## WHAT TO PRODUCE
Please transcribe exactly the lines from the one containing "<button>−</button>" through the end of the records below, both included, and nothing else.

☆ ☆ ☆ ☆ ☆

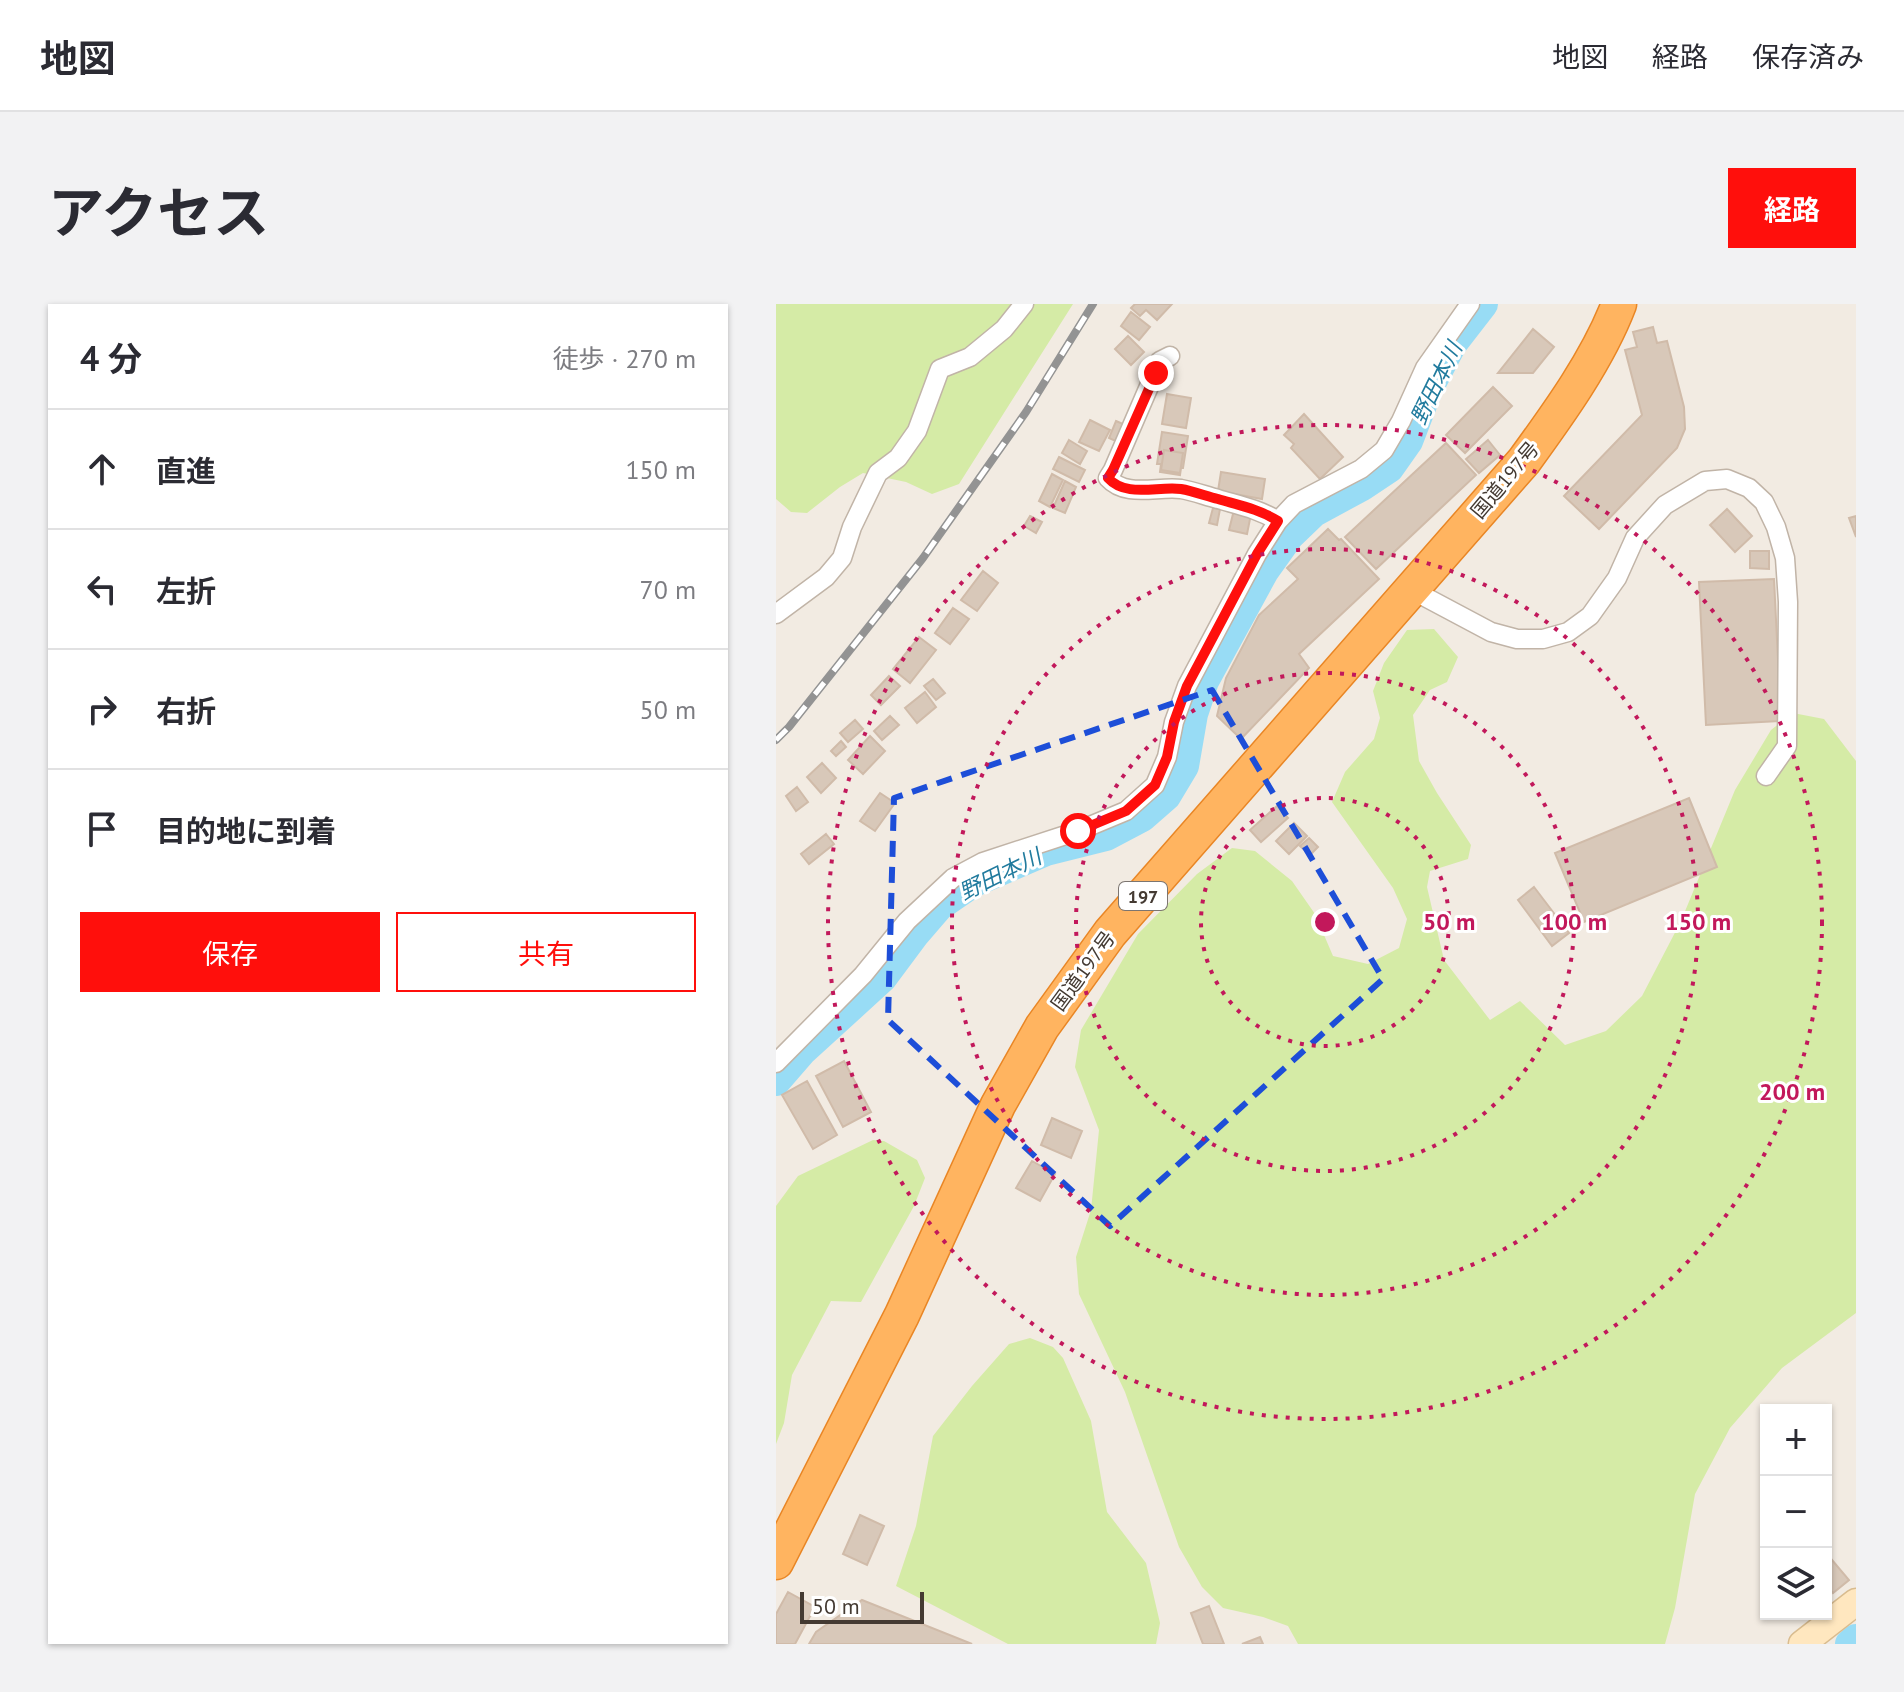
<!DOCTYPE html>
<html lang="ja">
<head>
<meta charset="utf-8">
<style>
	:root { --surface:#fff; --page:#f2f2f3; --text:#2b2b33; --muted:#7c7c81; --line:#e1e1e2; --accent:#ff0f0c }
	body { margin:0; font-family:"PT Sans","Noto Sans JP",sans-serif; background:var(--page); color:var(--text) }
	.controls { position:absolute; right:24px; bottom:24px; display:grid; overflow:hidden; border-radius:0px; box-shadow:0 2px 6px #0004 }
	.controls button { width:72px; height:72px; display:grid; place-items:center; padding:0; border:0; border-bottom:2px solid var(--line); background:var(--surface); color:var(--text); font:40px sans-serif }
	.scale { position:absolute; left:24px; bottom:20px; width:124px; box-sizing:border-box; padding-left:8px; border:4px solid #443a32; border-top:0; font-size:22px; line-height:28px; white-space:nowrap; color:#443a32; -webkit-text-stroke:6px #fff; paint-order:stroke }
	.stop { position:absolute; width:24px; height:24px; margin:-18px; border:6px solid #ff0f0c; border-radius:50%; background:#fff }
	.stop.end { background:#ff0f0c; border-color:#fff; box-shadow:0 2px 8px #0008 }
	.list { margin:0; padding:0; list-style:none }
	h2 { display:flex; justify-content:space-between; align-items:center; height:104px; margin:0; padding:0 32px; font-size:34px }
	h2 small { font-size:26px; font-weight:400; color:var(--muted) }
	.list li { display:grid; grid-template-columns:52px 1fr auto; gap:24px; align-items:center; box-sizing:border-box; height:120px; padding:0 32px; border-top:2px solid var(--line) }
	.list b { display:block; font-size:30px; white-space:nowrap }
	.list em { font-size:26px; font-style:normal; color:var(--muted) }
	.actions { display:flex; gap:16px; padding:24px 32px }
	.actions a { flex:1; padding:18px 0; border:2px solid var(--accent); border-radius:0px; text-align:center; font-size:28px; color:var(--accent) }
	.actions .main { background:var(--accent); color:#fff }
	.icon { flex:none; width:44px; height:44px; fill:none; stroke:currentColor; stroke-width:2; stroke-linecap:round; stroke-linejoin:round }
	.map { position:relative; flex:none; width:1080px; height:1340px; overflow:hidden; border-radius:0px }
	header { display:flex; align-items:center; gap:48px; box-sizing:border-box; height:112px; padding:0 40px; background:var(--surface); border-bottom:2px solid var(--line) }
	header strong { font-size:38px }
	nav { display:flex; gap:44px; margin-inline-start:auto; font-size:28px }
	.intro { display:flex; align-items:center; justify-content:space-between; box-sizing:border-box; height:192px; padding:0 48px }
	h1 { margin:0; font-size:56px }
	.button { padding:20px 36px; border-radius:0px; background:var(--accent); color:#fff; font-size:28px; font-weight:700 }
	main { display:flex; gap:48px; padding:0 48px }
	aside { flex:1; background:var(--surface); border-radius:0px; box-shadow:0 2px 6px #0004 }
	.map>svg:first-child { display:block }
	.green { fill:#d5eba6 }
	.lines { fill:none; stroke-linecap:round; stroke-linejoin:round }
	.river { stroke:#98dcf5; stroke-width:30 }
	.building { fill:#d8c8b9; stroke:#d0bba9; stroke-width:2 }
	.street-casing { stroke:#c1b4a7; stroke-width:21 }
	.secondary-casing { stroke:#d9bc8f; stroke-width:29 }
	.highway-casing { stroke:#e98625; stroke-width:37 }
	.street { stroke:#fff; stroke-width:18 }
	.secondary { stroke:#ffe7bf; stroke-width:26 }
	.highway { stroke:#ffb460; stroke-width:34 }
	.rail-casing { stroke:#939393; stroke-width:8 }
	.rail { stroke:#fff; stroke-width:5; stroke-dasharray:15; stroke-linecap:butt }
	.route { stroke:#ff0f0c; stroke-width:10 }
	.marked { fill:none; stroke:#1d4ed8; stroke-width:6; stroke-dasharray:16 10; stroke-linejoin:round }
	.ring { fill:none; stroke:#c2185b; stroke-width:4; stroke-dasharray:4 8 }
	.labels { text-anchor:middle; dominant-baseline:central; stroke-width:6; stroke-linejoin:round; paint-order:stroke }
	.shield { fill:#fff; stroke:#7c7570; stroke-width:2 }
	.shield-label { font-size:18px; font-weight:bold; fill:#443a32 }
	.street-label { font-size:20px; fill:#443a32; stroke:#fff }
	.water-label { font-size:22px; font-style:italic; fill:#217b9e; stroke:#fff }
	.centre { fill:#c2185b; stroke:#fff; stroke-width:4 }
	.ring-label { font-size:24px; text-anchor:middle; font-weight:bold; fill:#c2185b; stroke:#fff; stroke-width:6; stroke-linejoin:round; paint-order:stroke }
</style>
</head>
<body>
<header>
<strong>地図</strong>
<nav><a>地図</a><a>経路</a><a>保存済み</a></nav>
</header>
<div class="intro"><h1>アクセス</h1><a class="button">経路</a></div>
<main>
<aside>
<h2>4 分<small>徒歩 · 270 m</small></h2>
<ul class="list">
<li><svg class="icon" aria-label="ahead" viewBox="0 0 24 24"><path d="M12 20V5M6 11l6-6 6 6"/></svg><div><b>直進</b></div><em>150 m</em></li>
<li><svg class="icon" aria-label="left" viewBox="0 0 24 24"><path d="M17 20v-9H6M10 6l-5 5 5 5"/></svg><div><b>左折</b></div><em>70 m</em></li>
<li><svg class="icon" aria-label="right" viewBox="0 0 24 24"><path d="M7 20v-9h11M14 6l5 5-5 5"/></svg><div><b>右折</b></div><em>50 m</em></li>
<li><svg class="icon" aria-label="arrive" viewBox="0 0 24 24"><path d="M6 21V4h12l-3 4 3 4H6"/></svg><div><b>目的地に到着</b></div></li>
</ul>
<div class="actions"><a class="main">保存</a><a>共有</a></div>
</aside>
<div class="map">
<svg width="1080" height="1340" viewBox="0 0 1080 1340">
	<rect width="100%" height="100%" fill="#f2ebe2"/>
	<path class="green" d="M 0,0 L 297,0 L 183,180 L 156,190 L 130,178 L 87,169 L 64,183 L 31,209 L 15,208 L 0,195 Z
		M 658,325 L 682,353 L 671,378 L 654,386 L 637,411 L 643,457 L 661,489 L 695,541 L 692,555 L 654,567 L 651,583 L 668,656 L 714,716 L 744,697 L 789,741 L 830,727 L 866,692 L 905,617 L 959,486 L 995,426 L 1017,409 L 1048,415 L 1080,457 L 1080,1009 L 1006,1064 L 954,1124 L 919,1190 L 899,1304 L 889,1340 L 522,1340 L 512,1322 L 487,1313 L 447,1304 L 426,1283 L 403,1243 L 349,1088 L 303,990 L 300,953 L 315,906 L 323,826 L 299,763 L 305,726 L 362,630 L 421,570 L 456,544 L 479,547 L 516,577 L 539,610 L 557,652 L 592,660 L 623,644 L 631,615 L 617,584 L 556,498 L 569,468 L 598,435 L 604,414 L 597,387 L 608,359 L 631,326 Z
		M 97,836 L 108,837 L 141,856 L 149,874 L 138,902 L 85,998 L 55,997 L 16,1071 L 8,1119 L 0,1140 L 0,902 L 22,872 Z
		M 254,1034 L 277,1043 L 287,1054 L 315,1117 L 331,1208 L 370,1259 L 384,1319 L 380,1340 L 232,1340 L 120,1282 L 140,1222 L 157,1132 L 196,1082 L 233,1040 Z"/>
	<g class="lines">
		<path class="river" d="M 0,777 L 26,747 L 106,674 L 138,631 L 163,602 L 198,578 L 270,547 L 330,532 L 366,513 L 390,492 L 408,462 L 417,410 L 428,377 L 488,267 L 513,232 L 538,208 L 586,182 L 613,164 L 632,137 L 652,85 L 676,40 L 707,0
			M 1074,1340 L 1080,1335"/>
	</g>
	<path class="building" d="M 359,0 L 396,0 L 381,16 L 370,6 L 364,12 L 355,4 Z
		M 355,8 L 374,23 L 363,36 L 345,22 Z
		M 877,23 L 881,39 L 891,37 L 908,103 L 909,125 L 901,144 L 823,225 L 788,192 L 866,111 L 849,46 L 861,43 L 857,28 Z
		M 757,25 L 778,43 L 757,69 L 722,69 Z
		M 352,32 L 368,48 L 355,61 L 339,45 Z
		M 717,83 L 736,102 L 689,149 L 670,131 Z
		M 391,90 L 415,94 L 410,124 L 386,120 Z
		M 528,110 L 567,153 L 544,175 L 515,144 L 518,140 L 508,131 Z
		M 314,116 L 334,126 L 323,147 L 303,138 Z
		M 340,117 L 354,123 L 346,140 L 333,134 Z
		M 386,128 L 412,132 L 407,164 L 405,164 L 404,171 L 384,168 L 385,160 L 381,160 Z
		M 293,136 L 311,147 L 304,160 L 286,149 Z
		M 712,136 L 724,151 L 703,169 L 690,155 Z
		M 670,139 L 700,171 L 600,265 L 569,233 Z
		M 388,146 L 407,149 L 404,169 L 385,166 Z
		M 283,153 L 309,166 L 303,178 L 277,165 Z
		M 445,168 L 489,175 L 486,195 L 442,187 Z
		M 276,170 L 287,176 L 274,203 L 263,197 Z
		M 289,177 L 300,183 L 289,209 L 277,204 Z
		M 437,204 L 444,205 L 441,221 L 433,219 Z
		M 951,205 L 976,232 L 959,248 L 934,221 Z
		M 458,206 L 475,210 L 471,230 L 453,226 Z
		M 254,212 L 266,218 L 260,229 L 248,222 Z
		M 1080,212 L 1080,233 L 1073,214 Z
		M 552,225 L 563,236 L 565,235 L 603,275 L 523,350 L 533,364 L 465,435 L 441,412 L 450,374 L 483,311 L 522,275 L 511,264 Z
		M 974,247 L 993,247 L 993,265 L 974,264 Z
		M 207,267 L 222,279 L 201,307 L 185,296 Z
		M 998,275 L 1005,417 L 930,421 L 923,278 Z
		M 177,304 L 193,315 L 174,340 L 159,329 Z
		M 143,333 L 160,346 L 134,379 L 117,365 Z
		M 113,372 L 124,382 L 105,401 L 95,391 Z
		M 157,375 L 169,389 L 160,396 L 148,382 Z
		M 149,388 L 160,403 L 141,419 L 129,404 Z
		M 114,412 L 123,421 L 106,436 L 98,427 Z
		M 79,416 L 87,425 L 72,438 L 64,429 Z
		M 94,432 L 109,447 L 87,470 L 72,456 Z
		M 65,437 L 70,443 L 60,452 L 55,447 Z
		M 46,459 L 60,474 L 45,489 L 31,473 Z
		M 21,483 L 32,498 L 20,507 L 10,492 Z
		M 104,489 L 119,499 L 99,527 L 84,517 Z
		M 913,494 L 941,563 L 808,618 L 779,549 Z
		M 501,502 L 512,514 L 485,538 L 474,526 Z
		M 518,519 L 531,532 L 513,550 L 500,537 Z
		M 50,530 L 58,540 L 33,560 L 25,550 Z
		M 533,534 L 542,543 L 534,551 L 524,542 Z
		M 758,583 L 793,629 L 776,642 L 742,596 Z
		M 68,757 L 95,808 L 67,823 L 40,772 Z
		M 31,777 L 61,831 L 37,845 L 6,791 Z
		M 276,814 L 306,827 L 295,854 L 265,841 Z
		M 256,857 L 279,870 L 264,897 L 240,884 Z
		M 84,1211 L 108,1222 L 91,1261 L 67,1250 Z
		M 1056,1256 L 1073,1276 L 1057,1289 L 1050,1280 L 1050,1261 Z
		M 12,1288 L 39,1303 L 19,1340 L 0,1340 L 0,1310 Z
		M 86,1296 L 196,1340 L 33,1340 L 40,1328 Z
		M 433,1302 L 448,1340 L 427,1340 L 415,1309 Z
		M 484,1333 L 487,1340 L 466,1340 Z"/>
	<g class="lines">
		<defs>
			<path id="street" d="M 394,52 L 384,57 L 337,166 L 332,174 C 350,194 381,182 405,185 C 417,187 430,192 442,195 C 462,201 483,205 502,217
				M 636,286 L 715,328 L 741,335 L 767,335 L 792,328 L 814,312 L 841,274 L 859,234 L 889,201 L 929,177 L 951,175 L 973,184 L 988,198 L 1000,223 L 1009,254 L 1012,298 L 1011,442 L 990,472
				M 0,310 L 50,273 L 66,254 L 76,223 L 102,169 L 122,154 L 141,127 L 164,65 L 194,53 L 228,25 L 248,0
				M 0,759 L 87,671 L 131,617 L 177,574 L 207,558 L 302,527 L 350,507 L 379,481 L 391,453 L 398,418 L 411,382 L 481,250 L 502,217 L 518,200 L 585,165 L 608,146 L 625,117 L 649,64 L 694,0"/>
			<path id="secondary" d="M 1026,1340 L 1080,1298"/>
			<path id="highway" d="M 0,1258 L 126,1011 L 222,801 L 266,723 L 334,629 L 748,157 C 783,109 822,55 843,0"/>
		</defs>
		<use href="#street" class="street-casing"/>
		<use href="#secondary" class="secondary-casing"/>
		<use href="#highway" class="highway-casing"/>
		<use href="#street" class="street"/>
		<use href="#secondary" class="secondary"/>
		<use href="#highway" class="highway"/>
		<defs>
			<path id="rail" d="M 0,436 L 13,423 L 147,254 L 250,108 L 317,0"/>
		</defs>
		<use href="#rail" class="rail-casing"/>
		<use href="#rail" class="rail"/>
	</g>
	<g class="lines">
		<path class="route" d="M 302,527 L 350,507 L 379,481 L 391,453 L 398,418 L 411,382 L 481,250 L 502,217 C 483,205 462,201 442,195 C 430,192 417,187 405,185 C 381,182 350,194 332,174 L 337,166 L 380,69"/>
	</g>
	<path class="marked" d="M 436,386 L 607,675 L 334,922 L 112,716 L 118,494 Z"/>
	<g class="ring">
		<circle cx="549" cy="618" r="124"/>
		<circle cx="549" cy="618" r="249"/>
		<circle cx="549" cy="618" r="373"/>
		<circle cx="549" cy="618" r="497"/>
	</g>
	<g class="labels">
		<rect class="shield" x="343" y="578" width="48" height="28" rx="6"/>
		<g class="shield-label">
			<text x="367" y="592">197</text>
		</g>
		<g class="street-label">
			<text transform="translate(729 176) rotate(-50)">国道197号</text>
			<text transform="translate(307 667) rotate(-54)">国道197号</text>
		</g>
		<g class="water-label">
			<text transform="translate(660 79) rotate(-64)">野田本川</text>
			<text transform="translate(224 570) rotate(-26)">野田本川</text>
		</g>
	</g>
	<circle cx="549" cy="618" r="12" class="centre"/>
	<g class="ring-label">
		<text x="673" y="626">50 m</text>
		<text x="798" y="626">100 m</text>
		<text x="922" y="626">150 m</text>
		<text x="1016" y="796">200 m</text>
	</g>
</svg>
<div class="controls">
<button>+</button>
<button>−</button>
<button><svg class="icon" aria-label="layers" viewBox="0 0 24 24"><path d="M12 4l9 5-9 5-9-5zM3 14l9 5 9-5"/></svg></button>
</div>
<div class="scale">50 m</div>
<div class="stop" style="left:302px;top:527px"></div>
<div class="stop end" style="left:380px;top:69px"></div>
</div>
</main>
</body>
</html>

☆ ☆ ☆ ☆ ☆

## EXERCISE SOLUTION
<button>−</button>
<button><svg class="icon" aria-label="layers" viewBox="0 0 24 24"><path d="M12 4l9 5-9 5-9-5zM3 14l9 5 9-5"/></svg></button>
</div>
<div class="scale">50 m</div>
<div class="stop" style="left:302px;top:527px"></div>
<div class="stop end" style="left:380px;top:69px"></div>
</div>
</main>
</body>
</html>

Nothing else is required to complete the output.